So we said at that time it'll take about four to six months to complete. By the way the unusual lease announcement to the restructuring on April 18 was very detail thorough detail. So you might want to take a look at that news release if you have questions about the restructuring not going to go into all the details here, we just don't have time.

But there is a $5 million to $5.5 million charge expected in connection with restructuring. And once the restructuring is complete, a go forward benefit of $3 million to $3.5 million per year and charge in the first quarter, probably 1.2 million, 1.3 million.

The second quarter maybe 2.8 million, these are estimates because it really is a question of timing. Some event to straddle the end of the quarter or beginning of a new quarter and that could affect the timing. Third quarter maybe about 1.1 million that's a charge.

The benefits should be fully realized in the third quarter that's our prediction at this point anyway. A small benefit of the second quarter, no better from the first quarter.

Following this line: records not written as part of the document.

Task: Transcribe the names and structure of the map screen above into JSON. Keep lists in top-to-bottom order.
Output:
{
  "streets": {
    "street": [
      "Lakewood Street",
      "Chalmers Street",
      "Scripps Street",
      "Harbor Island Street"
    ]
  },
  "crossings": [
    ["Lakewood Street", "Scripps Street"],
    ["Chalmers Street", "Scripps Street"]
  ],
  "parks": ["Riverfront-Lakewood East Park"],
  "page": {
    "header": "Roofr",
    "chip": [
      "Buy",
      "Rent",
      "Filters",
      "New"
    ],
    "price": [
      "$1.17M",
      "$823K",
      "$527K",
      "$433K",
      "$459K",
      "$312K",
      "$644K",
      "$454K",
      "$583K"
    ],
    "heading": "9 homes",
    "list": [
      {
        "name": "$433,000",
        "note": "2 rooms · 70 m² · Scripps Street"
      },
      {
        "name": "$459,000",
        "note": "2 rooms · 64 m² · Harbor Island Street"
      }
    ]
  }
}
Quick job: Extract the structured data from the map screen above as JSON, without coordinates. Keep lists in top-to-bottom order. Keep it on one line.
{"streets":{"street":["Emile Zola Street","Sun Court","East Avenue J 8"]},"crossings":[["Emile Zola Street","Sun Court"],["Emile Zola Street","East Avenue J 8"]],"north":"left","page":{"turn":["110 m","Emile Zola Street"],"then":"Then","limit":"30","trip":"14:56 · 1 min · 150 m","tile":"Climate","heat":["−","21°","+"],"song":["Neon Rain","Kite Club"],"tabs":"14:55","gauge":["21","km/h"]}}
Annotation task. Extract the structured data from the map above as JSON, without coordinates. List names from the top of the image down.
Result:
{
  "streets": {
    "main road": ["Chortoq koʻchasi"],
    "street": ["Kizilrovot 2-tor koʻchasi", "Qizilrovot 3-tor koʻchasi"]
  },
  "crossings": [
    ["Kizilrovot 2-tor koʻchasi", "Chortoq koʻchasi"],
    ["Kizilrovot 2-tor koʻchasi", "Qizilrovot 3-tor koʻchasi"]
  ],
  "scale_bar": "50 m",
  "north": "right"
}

The important thing about this restructuring and if you look at the news release, you’ll probably get that sense is that it's not just restructuring that matters, we really need to reinvent the new Neltec business into a niche company because if we just do the restructuring and move the pieces around at a chess table it will have a temporary effect, but long term we really won’t be doing what we need to do to be successful in the US market.

So I believe that with the things we are doing, we will be successful in the US market and we will have a sustainable future. That's not based only on the restructuring, it’s based upon reinventing who we are into a niche company and that is in progress now.

We believe it's more of a niche market in the US and Asia, we're talking electronics again, but I think it's more volume market, in the US more of a niche market. So we need to focus our activities toward the end market and the nature and characteristics of that end market. Aerospace, so the news continues to be good and positive with aerospace.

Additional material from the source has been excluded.